The Science of Towbar Design

The Towbar is now recognised as a safety critical piece of equipment...

In 1950 when Colin Preston Witter established Witter Towbars, the science or art of Towbar design was in its infancy. The main design criteria was that the towing bracket should attach to the best strong points on the now chassis less vehicle, be of neat appearance, easy to fit and comply with the standard height for caravan towing. Witter quickly developed a reputation for Towbars that encapsulated safety and ease of fit, which remains at the heart of every Towbar's design today.

During those pioneering days when European defined standards for Towbars did not exist, Colin Witter led the way by focusing on creating a safe and reliable industry. It was a steep uphill learning curve, especially as at the time some car manufacturers, including Ford, publicly stated that their mainstream vehicles were not suitable for towing!

Towbar design today is a quantum leap forward from 1950. The Towbar is now recognised as a safety critical piece of equipment and quite rightly, its design and strength are now closely controlled by European legislation.

So what is the design process today?

The start of the process is to collect and collate the necessary design information. This core data is the vehicle manufacturer's specified Towbar mounting points together with the maximum permissible vehicle and Towbar masses. Although towing capacities can vary between models, Witter will always design and test the Towbar to the worst case conditions. It is necessary to obtain as much supporting and quantitative data as possible for example:

  • Does the vehicle have a low rear registration plate?
  • Is there a rear door mounted spare wheel?
  • Are there different bumpers on different model variants?
  • What engine options are available and what is the location and size of the exhaust for the different engines?
  • Are there different ride heights?
  • Is there a model with self levelling suspension?

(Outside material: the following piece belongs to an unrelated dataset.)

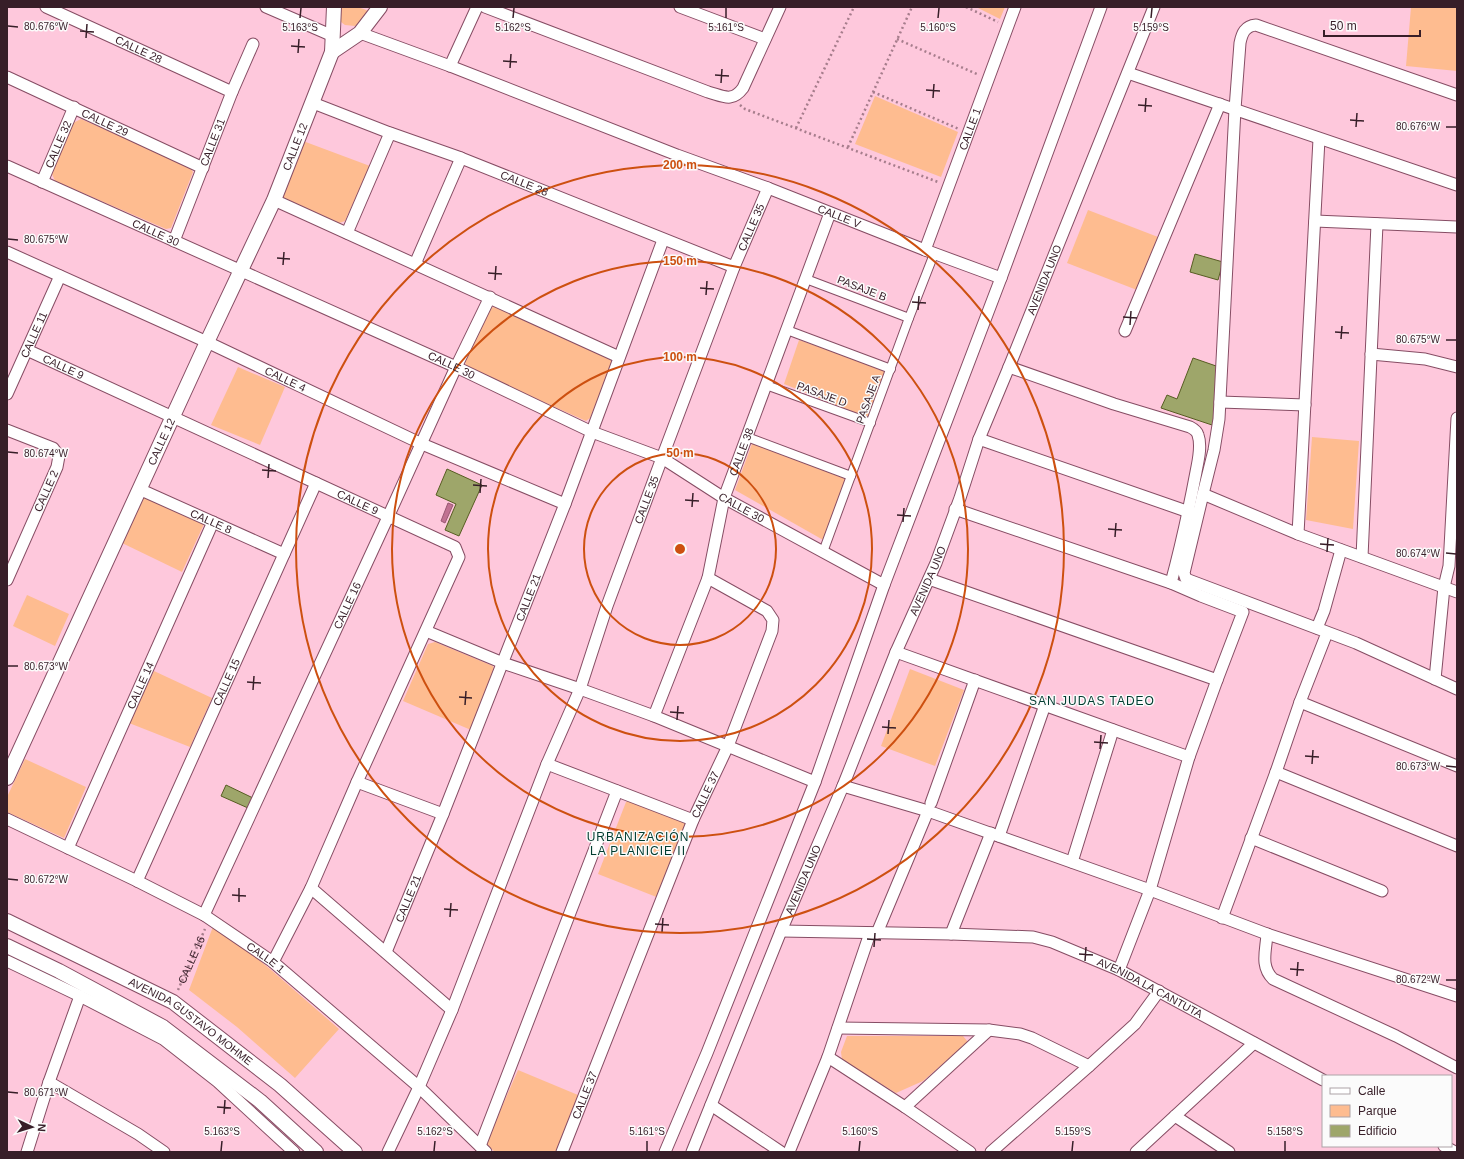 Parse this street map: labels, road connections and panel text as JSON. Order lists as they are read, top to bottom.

The latest Computer Aided Design tools and systems are utilised to optimise the development of each Towbar. Three dimensional modelling enables the Engineer to view every part of the Towbar, ensuring that it is capable of exceeding the high loads it will endure when towing.

The next step…

The next step is to obtain a vehicle to confirm that the vehicle manufacturer's information we have received is accurate. On rare occasions Witter has identified that an error has been made and assisted the car manufacturer in re-specifying the mounting points. This may involve the vehicle coming to our Deeside Design Centre, one of our Engineers travelling to the vehicle in the mobile workshop or using our development workshops overseas. At this stage one or more design concepts will be evolved. Important considerations now are aesthetics on the vehicle, the avoidance of bumper cuts, ease of fit and fitness for manufacturing. Not surprisingly these criteria are not always compatible.

A key design tool is the CMM (coordinate measuring machine) which is a portable articulated arm that is used to reverse engineer essential vehicle body and component data. The CMM probe is run over and around surfaces such as the bumper inner/outer faces, the spare wheel well, the rearmost exhaust box and tailpipe etc, with the data directly creating a framework for a CAD model using powerful CAD enabled PC notebooks. The raw data collected enables the Design Engineer to create a 3D model of the concept Towbar structure that links the vehicle's Towbar mounting points to the Towbar, by using and building upon his or her existing knowledge and experience.

This concept design 3D CAD model is then refined until it is considered compatible with the vehicle and of sufficient structural strength to meet and exceed the EC test criteria, before being passed to the design workshop where the technicians will develop a precise prototype sample. From here the Towbar will go to our testing facility where it is subjected to a 2 million cycle fatigue test on one of our purpose built NC controlled servohydraulic test machines. The test can take anything from 2 to 5 days during which the Towbar is repeatedly loaded with the maximum loads it will endure.

European Type Approval of Towbars manufactured by Witter is carried out by the UK Vehicle Certification Agency. They are responsible for agreeing the test criteria, together with the witnessing of the test. Following the successful completion of the 2 million cycle test the VCA Engineer then uses non-destructive test equipment to examine the Towbar for any signs of failure or damage. Once we have been notified that the Towbar has passed, the design is then made ready for manufacturing by producing precise welding jigs in the development workshops.